• DESCRIPTION OF THE TASK: In the listing below, pick out lines with "scale".

• DATASET:
* * * * * * * * *

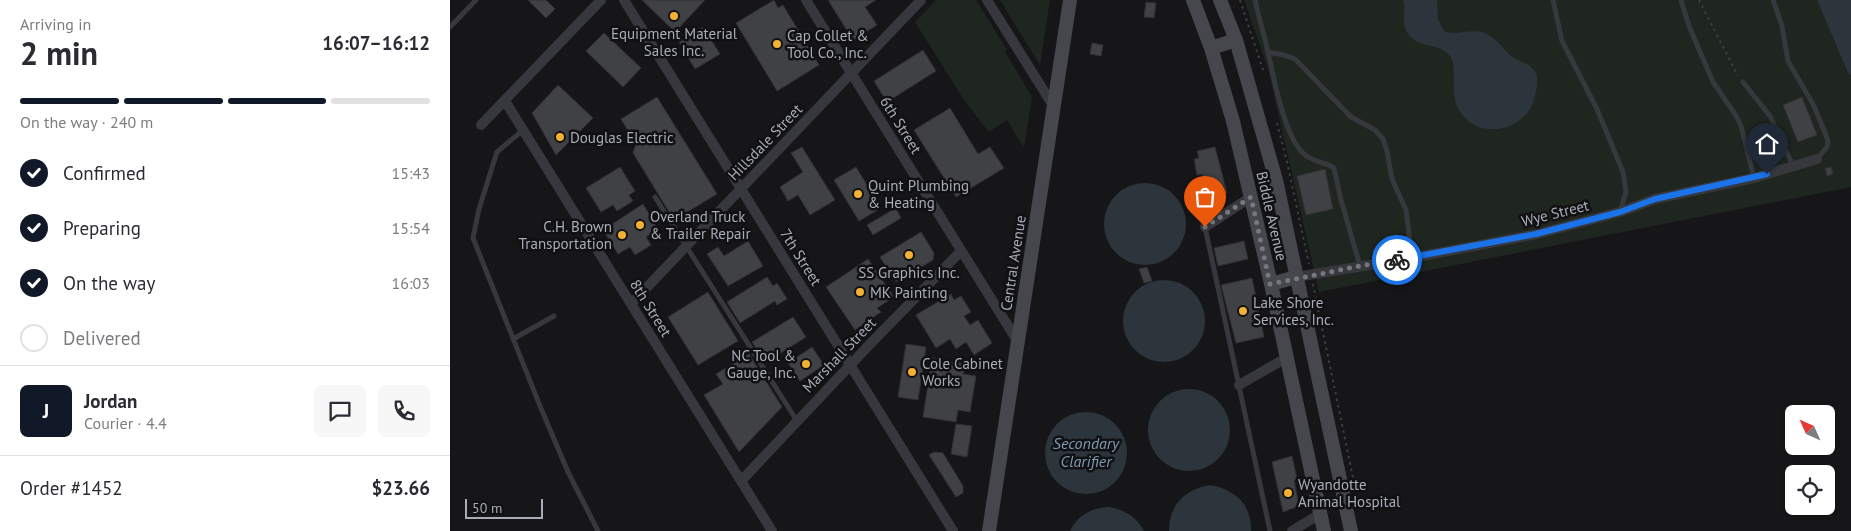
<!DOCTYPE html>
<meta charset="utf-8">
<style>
:root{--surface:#fff;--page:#f7f7f7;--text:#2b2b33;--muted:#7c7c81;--line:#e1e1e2;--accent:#111827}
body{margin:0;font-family:"PT Sans",sans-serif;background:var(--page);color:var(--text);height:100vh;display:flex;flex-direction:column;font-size:19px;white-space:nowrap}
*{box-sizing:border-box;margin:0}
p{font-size:16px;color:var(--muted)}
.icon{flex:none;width:28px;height:28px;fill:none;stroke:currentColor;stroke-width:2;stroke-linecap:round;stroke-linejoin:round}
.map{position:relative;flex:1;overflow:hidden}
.sheet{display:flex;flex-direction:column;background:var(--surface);width:450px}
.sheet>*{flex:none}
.needle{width:32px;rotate:315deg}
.buttons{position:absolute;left:1335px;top:405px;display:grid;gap:10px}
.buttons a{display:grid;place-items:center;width:50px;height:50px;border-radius:8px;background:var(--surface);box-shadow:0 1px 4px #0004;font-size:25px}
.scale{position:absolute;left:15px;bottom:12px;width:78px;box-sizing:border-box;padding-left:5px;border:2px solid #a8adb8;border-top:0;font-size:14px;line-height:18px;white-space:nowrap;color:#a8adb8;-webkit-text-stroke:4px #111113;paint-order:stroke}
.pin{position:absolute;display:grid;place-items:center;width:42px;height:42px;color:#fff;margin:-51px -21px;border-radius:50% 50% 50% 0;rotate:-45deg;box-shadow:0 0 5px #0007}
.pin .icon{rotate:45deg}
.courier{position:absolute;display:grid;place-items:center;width:50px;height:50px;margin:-25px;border:4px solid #1a73e8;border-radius:50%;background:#fff;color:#222;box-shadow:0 1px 6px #0007}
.headline em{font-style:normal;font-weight:600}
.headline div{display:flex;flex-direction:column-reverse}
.headline{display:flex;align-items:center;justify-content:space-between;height:85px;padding:0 20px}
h1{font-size:32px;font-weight:600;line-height:38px}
.bar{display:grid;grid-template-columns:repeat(4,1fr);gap:8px 5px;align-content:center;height:60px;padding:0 20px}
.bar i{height:6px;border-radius:4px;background:var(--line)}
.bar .active{background:var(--accent)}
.bar p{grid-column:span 4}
.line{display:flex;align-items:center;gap:12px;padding:0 20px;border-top:1px solid var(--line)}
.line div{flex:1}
.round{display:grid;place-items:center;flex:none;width:52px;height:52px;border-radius:8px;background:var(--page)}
ol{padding:0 20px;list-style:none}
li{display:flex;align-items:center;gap:15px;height:55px}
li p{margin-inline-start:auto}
li .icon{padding:5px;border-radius:50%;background:var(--accent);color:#fff;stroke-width:4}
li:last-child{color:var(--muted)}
li i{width:28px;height:28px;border:2px solid var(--line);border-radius:50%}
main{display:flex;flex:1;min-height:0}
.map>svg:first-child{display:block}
</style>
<main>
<section class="sheet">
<div class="headline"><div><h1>2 min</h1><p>Arriving in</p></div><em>16:07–16:12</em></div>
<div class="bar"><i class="active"></i><i class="active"></i><i class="active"></i><i></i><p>On the way · 240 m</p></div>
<ol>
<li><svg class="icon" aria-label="check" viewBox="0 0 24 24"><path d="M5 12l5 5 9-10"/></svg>Confirmed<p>15:43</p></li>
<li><svg class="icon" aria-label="check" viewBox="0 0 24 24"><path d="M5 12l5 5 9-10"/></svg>Preparing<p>15:54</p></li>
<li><svg class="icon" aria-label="check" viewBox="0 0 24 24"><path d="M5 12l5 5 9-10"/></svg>On the way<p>16:03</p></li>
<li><i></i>Delivered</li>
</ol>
<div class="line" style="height:90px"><b class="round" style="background:var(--accent);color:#fff">J</b><div><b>Jordan</b><p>Courier · 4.4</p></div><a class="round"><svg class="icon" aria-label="chat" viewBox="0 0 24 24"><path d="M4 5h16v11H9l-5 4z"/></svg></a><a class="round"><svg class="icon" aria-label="phone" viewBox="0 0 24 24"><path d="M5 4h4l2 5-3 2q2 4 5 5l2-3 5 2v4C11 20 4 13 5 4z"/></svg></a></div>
<div class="line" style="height:65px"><div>Order #1452</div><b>$23.66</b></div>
</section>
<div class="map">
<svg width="1401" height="531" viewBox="0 0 1401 531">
<rect width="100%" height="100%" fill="#161618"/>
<path fill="#1e261f" d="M486,0H526L557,50L555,52L582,97L574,148L557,120L539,132L514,100L465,22Z
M550,0H600L590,65Z
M794,0H1367L1397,71L1401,76V187L869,292L818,69Z"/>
<path fill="#2c353c" d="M953,0H987L988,19L994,31C1009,37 1024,26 1039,35C1049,41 1055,52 1064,58C1071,62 1081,64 1085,72C1088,77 1087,82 1087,87C1085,96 1083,105 1078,112C1064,131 1034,135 1017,120C994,100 1010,69 1000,56C989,41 965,50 956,30C951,19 957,10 953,0Z
M1367,0H1401V76L1397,71Z
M654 224a41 41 0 1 1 82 0a41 41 0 1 1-82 0Z
M673 321a41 41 0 1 1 82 0a41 41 0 1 1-82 0Z
M698 430a41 41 0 1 1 82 0a41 41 0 1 1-82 0Z
M595 453a41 41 0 1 1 82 0a41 41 0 1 1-82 0Z
M760,485C785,489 802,505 801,531H719C719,505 735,489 760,485Z
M659,507C675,510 686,516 694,531H620C628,515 641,508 659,507Z"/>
<path fill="#404145" stroke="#303034" d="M78,0H96L105,9L96,18Z
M192,0H255L225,32Z
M324,0L328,8L333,5L369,65L327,91L286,23Z
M378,0H426L415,7L427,25L403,40Z
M696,2L706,3L704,18L694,17Z
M253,27L270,54L245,69L229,42Z
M154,33L191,68L173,87L136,51Z
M642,43L653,45L651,56L640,54Z
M473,50L486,71L437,102L424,81Z
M108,85L143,118L106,155L82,113Z
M207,97L267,194L224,220L183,153L186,144L171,119Z
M1352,97L1367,135L1348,142L1333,105Z
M500,108L528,154L540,147L554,168L506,197L464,130Z
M352,147L385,200L360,215L348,195L338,201L330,187L353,172L341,153Z
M765,147L777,193L769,194L770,197L759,202L756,191H754L752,174L747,175L744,159L749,158L747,151Z
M170,167L185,191L179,195L183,201L167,211L163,205L151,212L136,188Z
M406,167L431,208L409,221L384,180Z
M1381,167L1383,174L1377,176L1375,168Z
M875,169L883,209L856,215L847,176Z
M193,204L208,229L196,237L201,245L185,255L180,247L168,254L153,230Z
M446,208L451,218L423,235L417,225Z
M471,232L484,253L483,260L446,282L430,257Z
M298,241L313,266L278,286L257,254L268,247L274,256Z
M794,241L798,259L768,266L764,248Z
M418,259L444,297L427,308L431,312L405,330L376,287Z
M697,267L702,281L694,283L689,269Z
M317,277L323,286L327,283L337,299L327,305L325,301L290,323L277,302Z
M802,278L814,337L786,343L771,285Z
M258,292L288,341L248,365L218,317Z
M501,294L504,300L511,296L521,312L514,316L520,325L528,320L542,343L524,355L516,342L506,349L500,339L486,348L466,315Z
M343,317L356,337L315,363L302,342Z
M456,344L476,347L468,400L448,397Z
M362,347L374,365L350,381L338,363Z
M299,354L332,407L289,452L254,395L273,384L266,374Z
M482,358L515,364L513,374L526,376L520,412L508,410L506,422L473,417Z
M506,424L522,426L517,457L501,454Z
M484,452L493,453L513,486V493L506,497L479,455Z
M842,456L847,479L844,480L849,506L833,512L822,462Z"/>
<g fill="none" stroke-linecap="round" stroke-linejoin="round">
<path stroke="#3d3f44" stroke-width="2" stroke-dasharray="2.5 4" stroke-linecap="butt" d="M790,0L813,70
M1249,0L1288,76
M827,123L837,162L859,264
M863,284L907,497"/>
<path stroke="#37383d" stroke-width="5" d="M805,0C809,18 814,35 818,52C824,78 834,135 853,153C863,163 877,162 884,168L891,200L910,266
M1103,0L1112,41L1147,109L1173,172L1176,192L1170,212
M1231,0L1239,26L1263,82L1285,114L1291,126L1304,178
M1323,0L1332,26L1338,61L1364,106L1376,135L1378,142L1377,147L1367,159
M0,27L26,0
M818,52L834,55L845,59L901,117L925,130L933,139L937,151L942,179L956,210L962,258
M1293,82L1320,116L1343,166
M73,130L47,152L29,209L23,238L90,406L118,472L148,531
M205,197L347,421
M755,227L820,531
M63,339L104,316"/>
<path stroke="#37383d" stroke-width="10" d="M174,0L503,531
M356,0L568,342
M537,0L604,107
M55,101L322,531
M31,125L151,0
M755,227L801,197
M846,277L962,258L1087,234L1170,212L1205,199L1304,178L1367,159
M181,304L471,0
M789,385L836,358
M291,481L422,342L511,251
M842,531L870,514"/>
<path stroke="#45474d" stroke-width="14" d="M743,0L761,48L783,121L821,284L874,531
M770,0L786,40L826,180L901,531
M761,48L786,40
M821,284L846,277
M539,531L620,0"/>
</g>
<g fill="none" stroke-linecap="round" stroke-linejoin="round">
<path stroke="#757880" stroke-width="5" stroke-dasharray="0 9" d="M755,227L801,197L820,284L910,266L947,260"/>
<path stroke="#1a73e8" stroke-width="6" d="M947,260L1086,234L1170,212L1205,199L1317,174"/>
</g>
<g fill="#f2b134" stroke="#111113" stroke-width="2">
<circle cx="224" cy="16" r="5"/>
<circle cx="327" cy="44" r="5"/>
<circle cx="110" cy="137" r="5"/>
<circle cx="408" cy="194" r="5"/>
<circle cx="190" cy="225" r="5"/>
<circle cx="172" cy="235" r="5"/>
<circle cx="459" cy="255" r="5"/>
<circle cx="410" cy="292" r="5"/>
<circle cx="793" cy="311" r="5"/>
<circle cx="356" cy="364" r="5"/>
<circle cx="462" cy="372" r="5"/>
<circle cx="838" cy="493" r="5"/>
</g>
<g text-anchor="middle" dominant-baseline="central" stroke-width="5" stroke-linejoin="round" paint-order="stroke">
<g font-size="15" fill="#a8adb8" stroke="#111113" text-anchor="start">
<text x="224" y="33" text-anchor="middle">Equipment Material<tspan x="224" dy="17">Sales Inc.</tspan></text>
<text x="337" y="35">Cap Collet &amp;<tspan x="337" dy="17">Tool Co., Inc.</tspan></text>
<text x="120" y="137">Douglas Electric</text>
<text x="418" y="185">Quint Plumbing<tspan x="418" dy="17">&amp; Heating</tspan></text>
<text x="200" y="216">Overland Truck<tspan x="200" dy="17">&amp; Trailer Repair</tspan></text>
<text x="162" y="226" text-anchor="end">C.H. Brown<tspan x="162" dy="17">Transportation</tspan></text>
<text x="459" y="272" text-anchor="middle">SS Graphics Inc.</text>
<text x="420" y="292">MK Painting</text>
<text x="803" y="302">Lake Shore<tspan x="803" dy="17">Services, Inc.</tspan></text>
<text x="346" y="355" text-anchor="end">NC Tool &amp;<tspan x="346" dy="17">Gauge, Inc.</tspan></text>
<text x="472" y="363">Cole Cabinet<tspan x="472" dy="17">Works</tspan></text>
<text x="848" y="484">Wyandotte<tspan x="848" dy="17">Animal Hospital</tspan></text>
</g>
<g font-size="15" fill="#a8adb8" stroke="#111113">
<text transform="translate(451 125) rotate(58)">6th Street</text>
<text transform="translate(315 142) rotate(-46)">Hillsdale Street</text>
<text transform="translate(1105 213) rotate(-14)">Wye Street</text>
<text transform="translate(822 216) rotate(77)">Biddle Avenue</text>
<text transform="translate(351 257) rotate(58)">7th Street</text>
<text transform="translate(563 263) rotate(-81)">Central Avenue</text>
<text transform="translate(201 308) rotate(58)">8th Street</text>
<text transform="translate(389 355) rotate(-46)">Marshall Street</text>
</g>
<g font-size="16" font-style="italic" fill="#7f9bb3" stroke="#111113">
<text x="636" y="443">Secondary<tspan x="636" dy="18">Clarifier</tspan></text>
</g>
</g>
</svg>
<div class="buttons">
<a><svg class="needle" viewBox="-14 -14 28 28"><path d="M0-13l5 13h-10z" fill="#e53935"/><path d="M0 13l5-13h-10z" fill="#7c7c81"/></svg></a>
<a><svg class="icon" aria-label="locate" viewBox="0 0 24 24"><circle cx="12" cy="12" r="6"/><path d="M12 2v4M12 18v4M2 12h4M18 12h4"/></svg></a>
</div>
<div class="scale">50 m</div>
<div class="pin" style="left:755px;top:227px;background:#ea580c"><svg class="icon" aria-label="bag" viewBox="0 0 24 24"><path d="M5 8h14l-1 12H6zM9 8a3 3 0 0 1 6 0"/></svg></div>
<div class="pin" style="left:1317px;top:174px;background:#1f2937"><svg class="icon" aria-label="home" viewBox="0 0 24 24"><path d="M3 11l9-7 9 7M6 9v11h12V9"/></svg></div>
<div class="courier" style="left:947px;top:260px"><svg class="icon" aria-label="bike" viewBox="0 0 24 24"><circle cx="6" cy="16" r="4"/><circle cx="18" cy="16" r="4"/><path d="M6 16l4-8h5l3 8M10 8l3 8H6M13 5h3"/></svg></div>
</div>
</main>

* * * * * * * * *

• FINISHED TASK:
.scale{position:absolute;left:15px;bottom:12px;width:78px;box-sizing:border-box;padding-left:5px;border:2px solid #a8adb8;border-top:0;font-size:14px;line-height:18px;white-space:nowrap;color:#a8adb8;-webkit-text-stroke:4px #111113;paint-order:stroke}
<div class="scale">50 m</div>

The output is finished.